I remember this as a mediocre episode, not because it wasn’t that funny, but because it was the most major example of the show not quite finding its feet yet. Fry’s defining trait, aside from his stupidness and his terrible hygiene, would become that he’s almost too comfortable in the future (“Oh, it’s just a flying saucer. Excuse me, you can’t park here!”); not only does his sudden obsession with recreating the twentieth century seem really bizarre in retrospect, it’s even stranger having sat down and analysed the show so far, because his first reaction to losing everything and everyone he ever knew was jubilation. I think I can see what they’re trying to get at – Fry panicking at finding he’s genuinely lost something he cared about and then slipping back into old habits at the first opportunity – it just doesn’t ring true, which ruins some of the pathos and most of the comedy. For the most part, the emotional core doesn’t feel true to me; the one exception is the ending, in which Fry chooses to commit himself to his friends. I think the problem with these early episodes is that they keep making ‘the characters choose to stick together’ the climactic decision of episodes, and I know this sounds ass-backwards, but I think it’s too early in the series for that to have a real impact. The characters may be at least 75% of the way there on their own, but they don’t yet have a shared history or specific chemistry to draw on; it’s not just that I don’t ‘know’ these people well enough to care if they stick together or not, it’s that the ways they hurt and betray each other are neither strange enough nor specific enough to these particular characters to land yet. “I, Roommate” worked because Fry’s way of hurting Bender is so weird and specific that it sticks in the head; “The Series Has Landed” worked because Leela makes a choice to commit to Fry at the start of the episode and the rest is a process of her discovering what that really means. Weaker episodes like this and “Fear Of A Bot Planet” don’t have that same sense of an unpredictable yet entirely logical journey.

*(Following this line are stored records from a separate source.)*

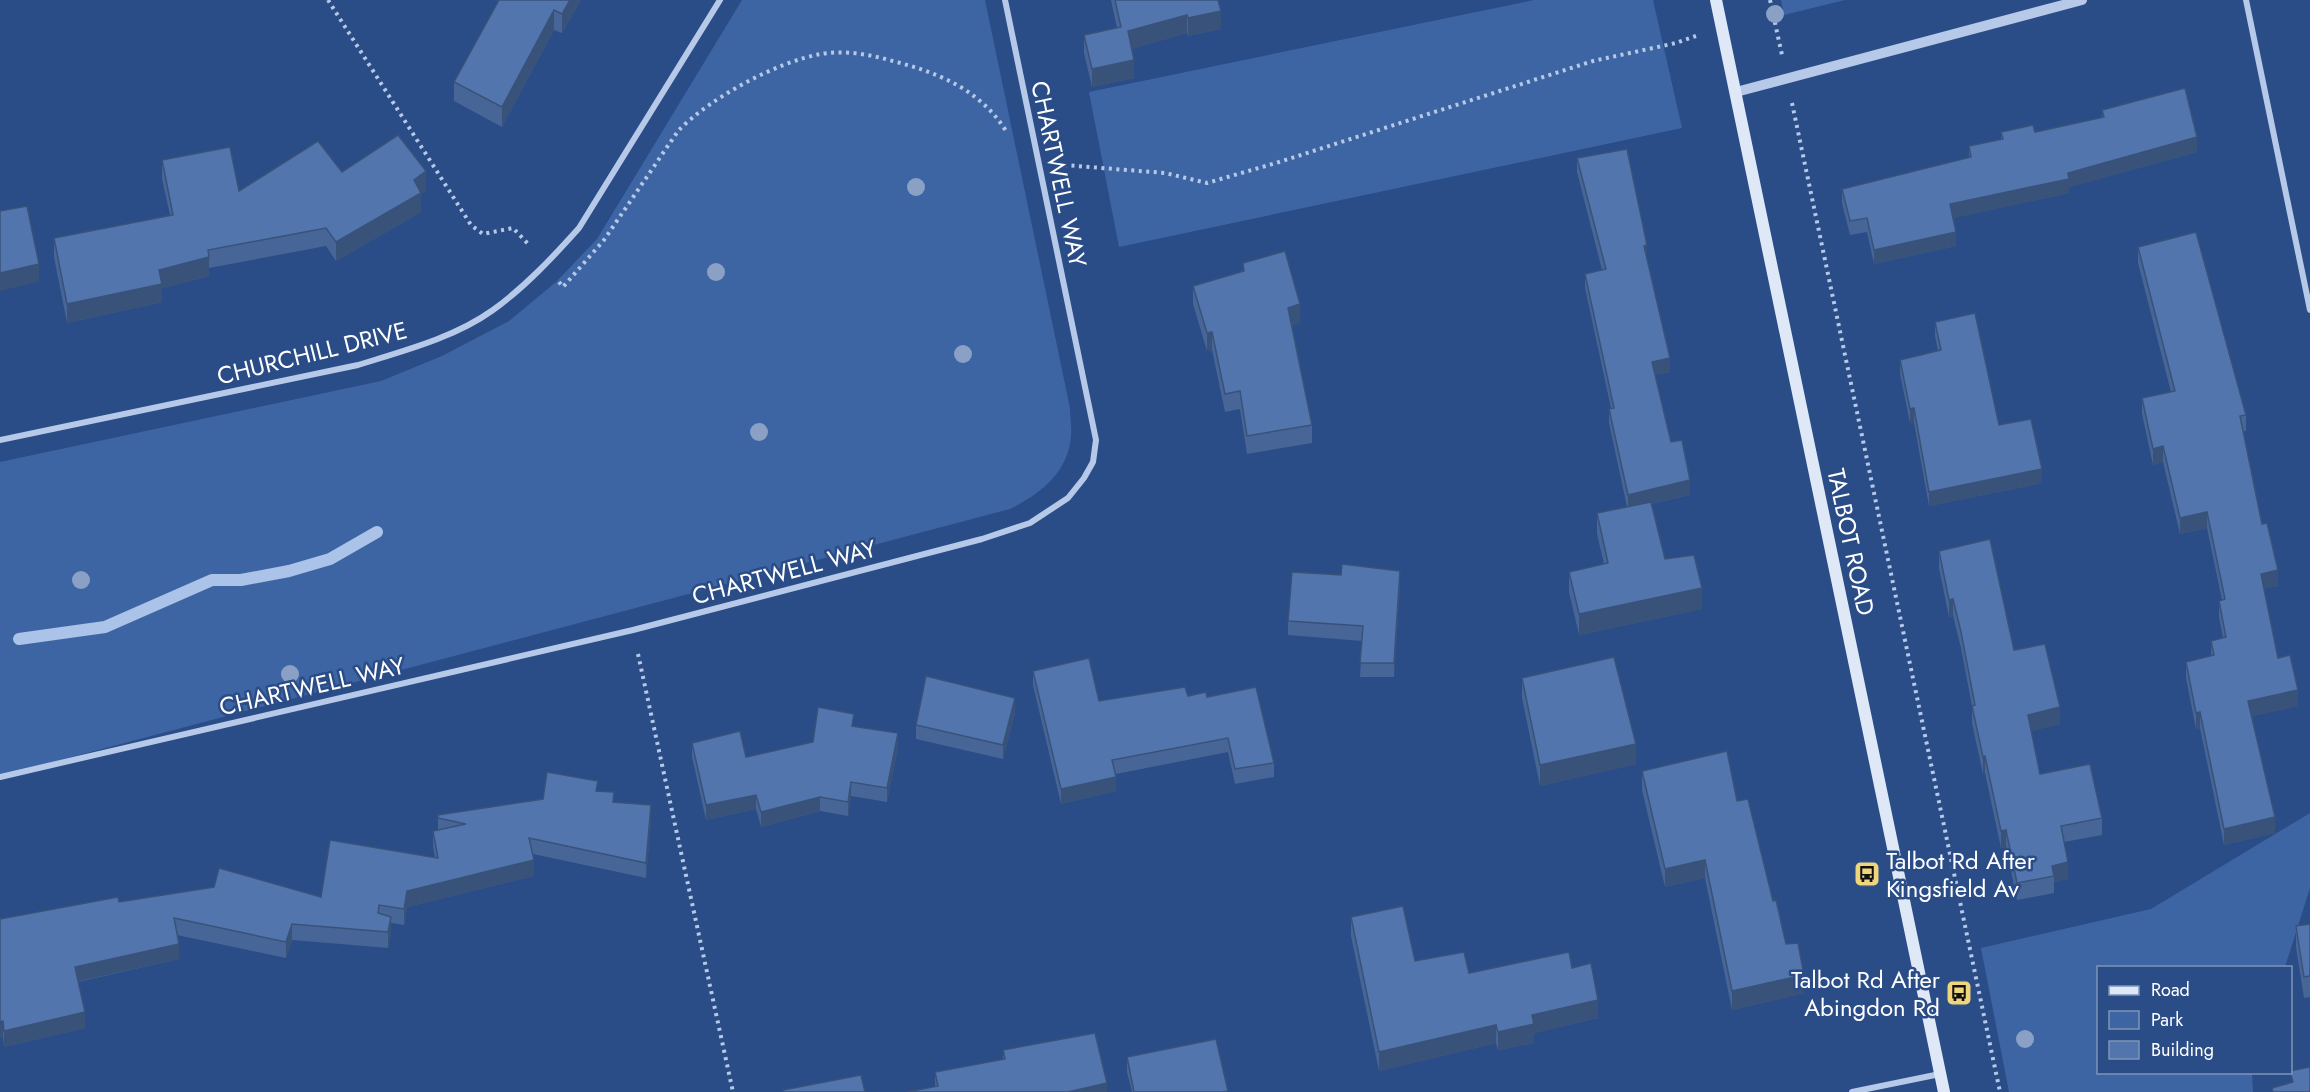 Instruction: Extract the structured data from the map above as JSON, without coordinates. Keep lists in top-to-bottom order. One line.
{"streets":{"main road":["TALBOT ROAD"],"street":["CHARTWELL WAY","CHURCHILL DRIVE"]},"places":{"bus stop":["Talbot Rd After Kingsfield Av","Talbot Rd After Abingdon Rd"]},"legend":["Road","Park","Building"]} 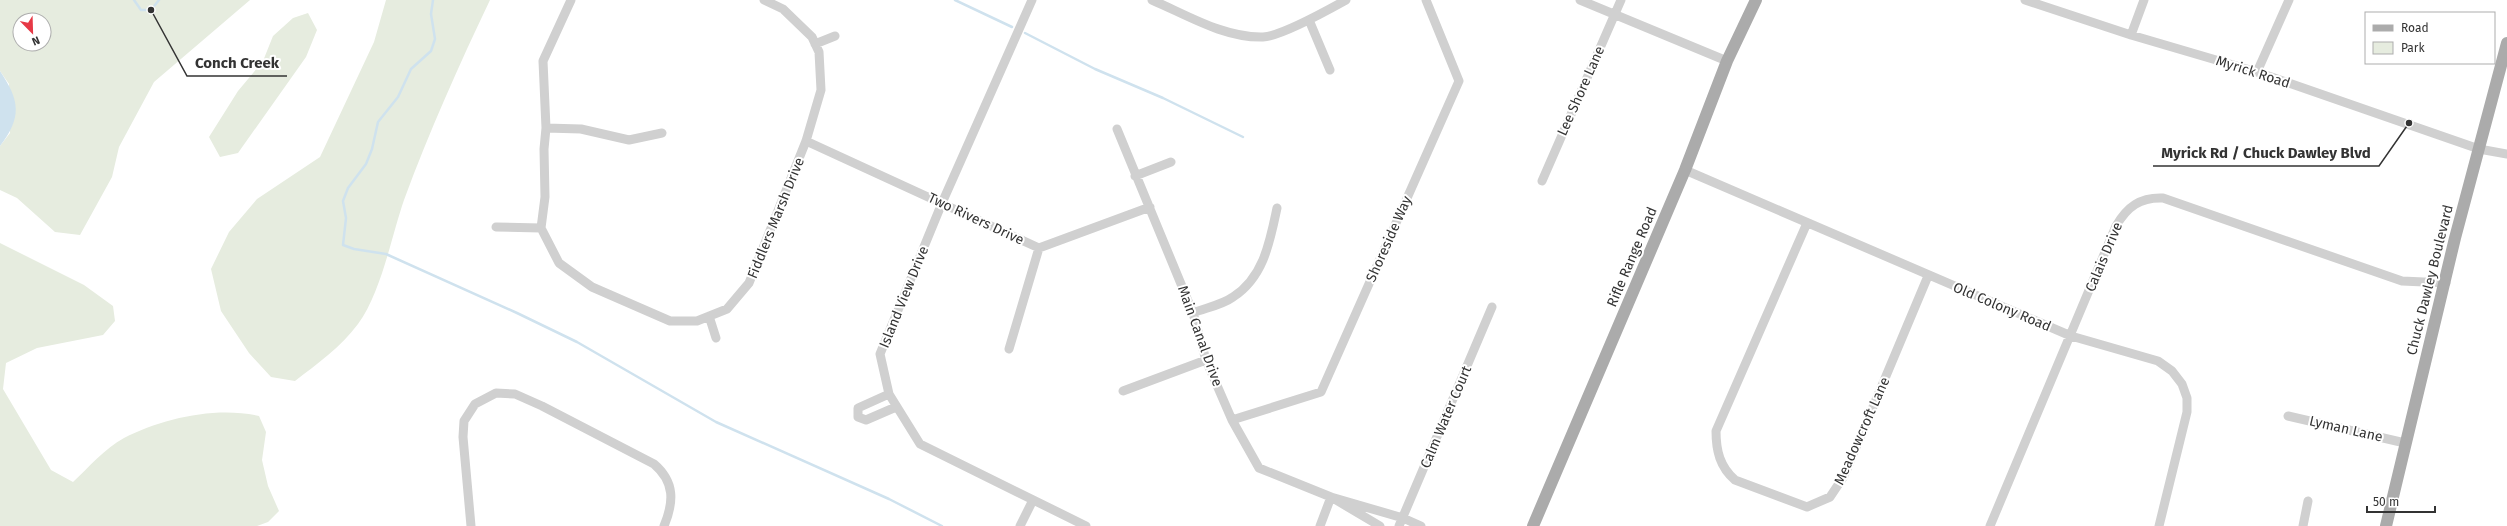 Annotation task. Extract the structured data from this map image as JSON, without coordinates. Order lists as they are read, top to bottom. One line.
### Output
{"streets":{"main road":["Rifle Range Road","Chuck Dawley Boulevard"],"street":["Myrick Road","Lee Shore Lane","Fiddlers Marsh Drive","Two Rivers Drive","Shoreside Way","Calais Drive","Island View Drive","Old Colony Road","Main Canal Drive","Calm Water Court","Lyman Lane","Meadowcroft Lane"]},"crossings":[["Myrick Road","Chuck Dawley Boulevard"],["Fiddlers Marsh Drive","Two Rivers Drive"],["Two Rivers Drive","Island View Drive"],["Two Rivers Drive","Main Canal Drive"],["Shoreside Way","Main Canal Drive"],["Rifle Range Road","Old Colony Road"],["Calais Drive","Chuck Dawley Boulevard"],["Calais Drive","Old Colony Road"],["Chuck Dawley Boulevard","Lyman Lane"],["Old Colony Road","Meadowcroft Lane"],["Main Canal Drive","Calm Water Court"]],"places":["Conch Creek","Myrick Rd / Chuck Dawley Blvd"],"legend":["Road","Park"],"scale_bar":"50 m","north":"bottom right"} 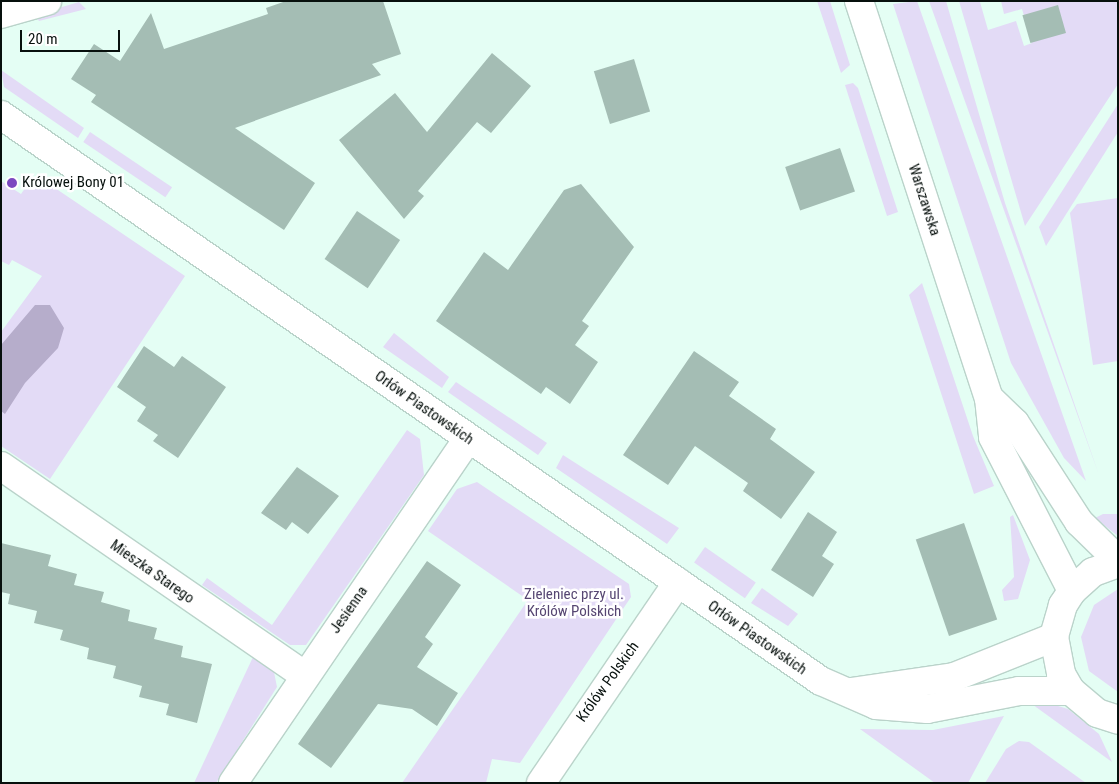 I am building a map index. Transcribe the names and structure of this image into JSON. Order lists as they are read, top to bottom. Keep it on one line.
{"streets":{"street":["Warszawska","Orłów Piastowskich","Mieszka Starego","Jesienna","Królów Polskich"]},"crossings":[["Orłów Piastowskich","Jesienna"],["Orłów Piastowskich","Królów Polskich"],["Mieszka Starego","Jesienna"]],"parks":["Zieleniec przy ul. Królów Polskich"],"places":["Królowej Bony 01"],"scale_bar":"20 m"} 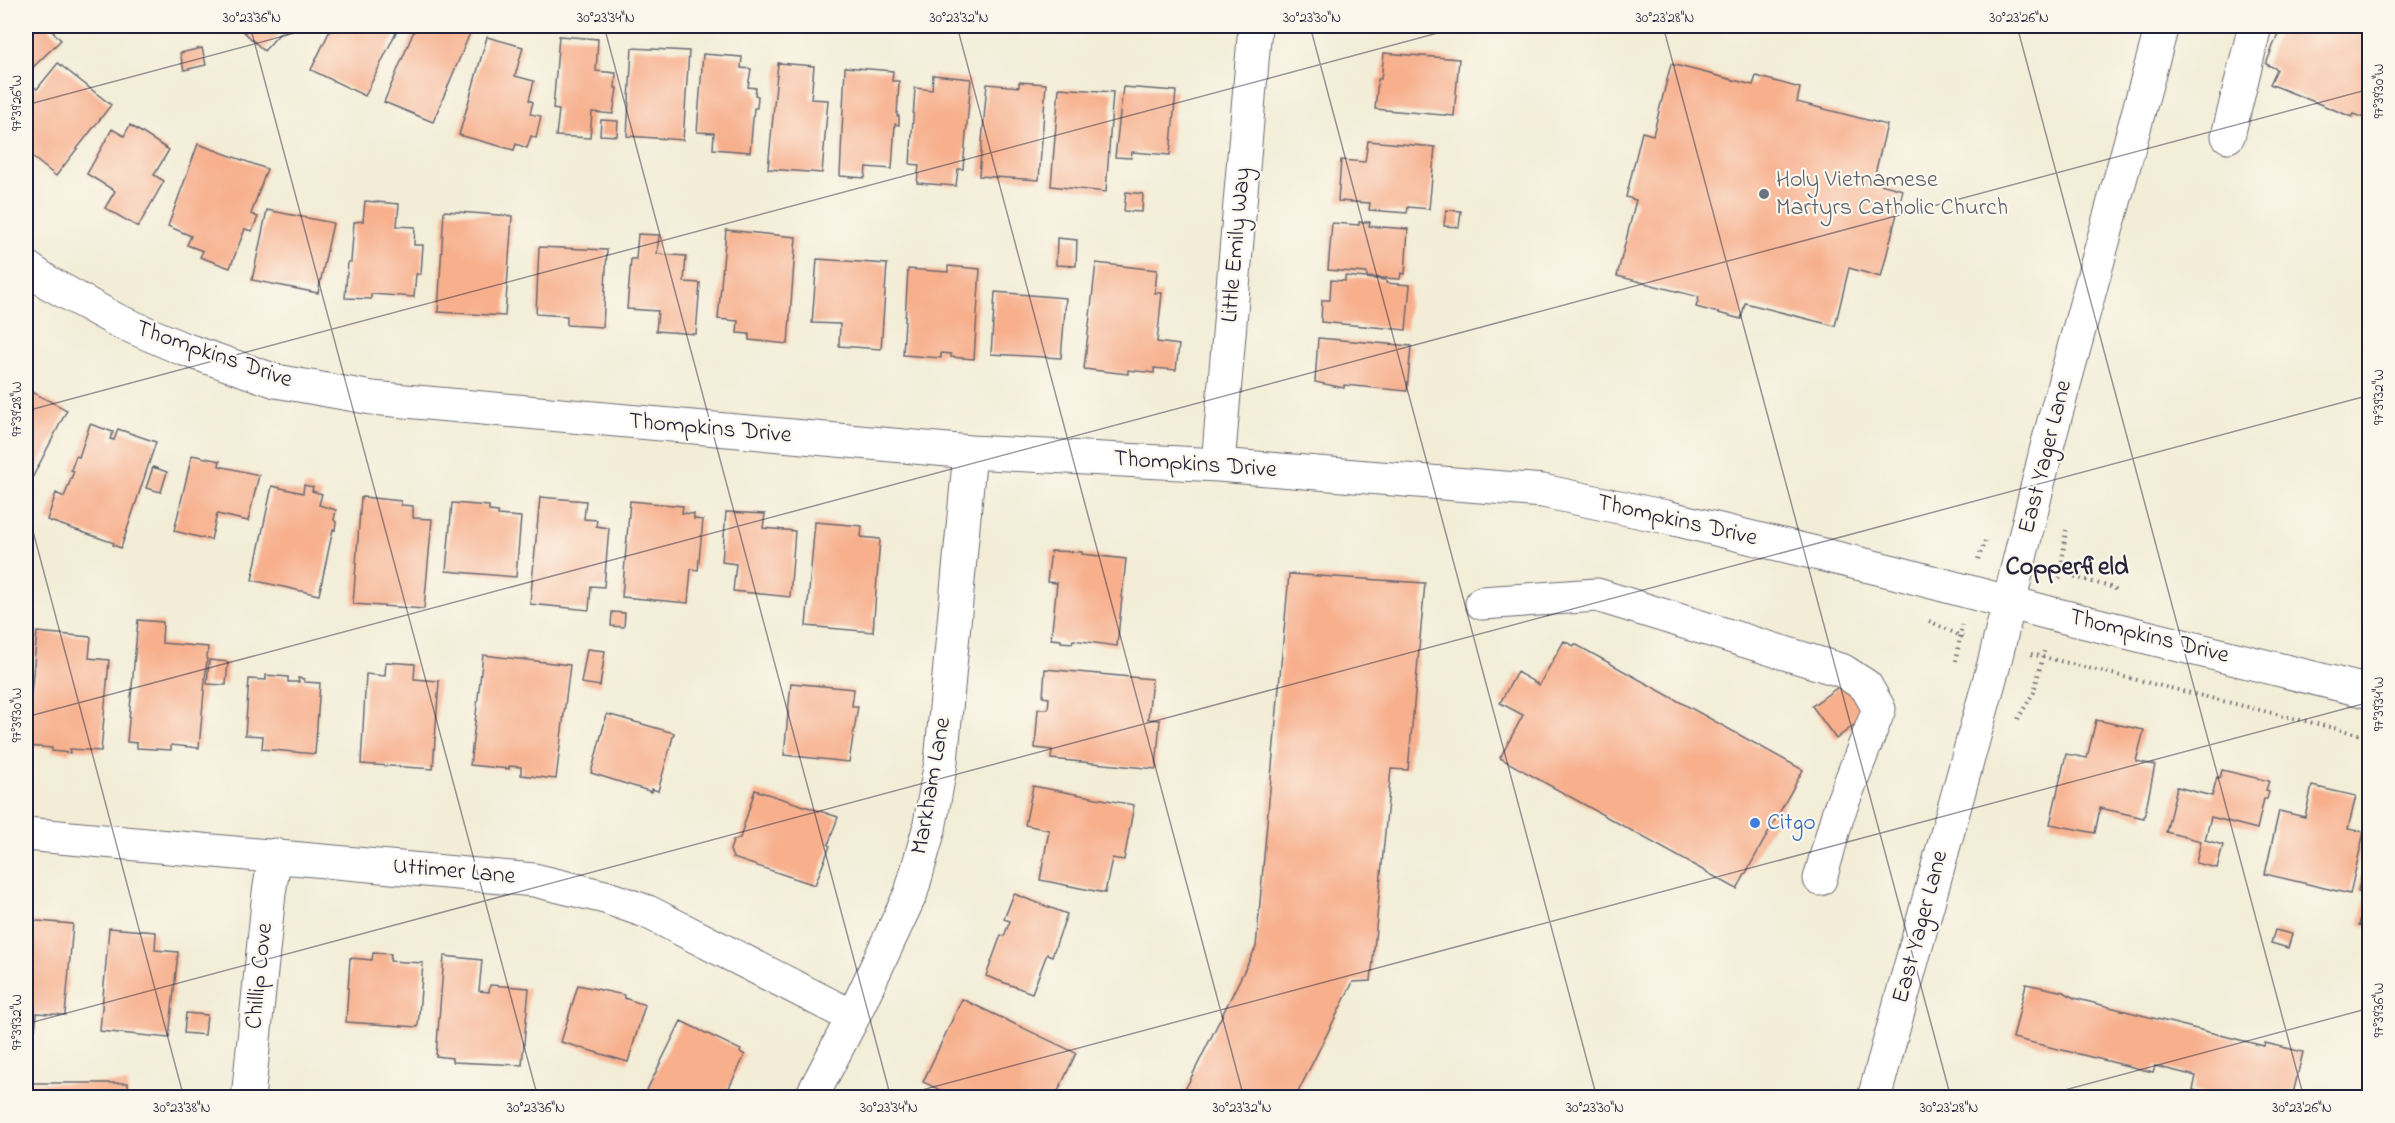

At the same time, there’s still a lot of good stuff here. This is our first introduction to Mom, the billionaire supervillain who hides her evil under the mask of a sweet old lady, and perhaps the finest character ever crafted for Tress MacNeille. She’s always been one of the greatest voice actors ever and she’s played many fine characters in many fine shows, but Mom feels like someone finally unleashed something that was always within her. There’s a lot of Agnes Skinner in Mom – simultaneously a sweet old lady and a bitter asshole – but weaponised. Mom’s Sweet Old Lady routine is entirely a mask and her bitter rage is who she really is. On top of this, the basic satirical point of the episode is a really good one – Mom is deliberately selling less efficient robots so that she can continue making money off them by selling robot oil (something many real businesses do, the way they sell products that break down shortly after the warranty runs out so the customer has to buy a replacement) – so what you have is a really necessary point being made through the vehicle of good ol’ fashioned Golden Girls meets Joan Rivers meets The Three Stooges comedy. MacNeille really leans in on Mom’s bitterness too, finding a character way meaner than any of those influences and consequently way funnier. Much like Zapp Brannigan, Mom has a certain poetry to the way she speaks; we haven’t gotten to the highs of “Jam a bastard in it, you crap!” but she’s already playing with rhythms and deliveries (“No it isn’t! Shut your filthy clam!”). She might be one of the most successful examples of the show remixing the spare parts of reality and pop culture to create something wholly new.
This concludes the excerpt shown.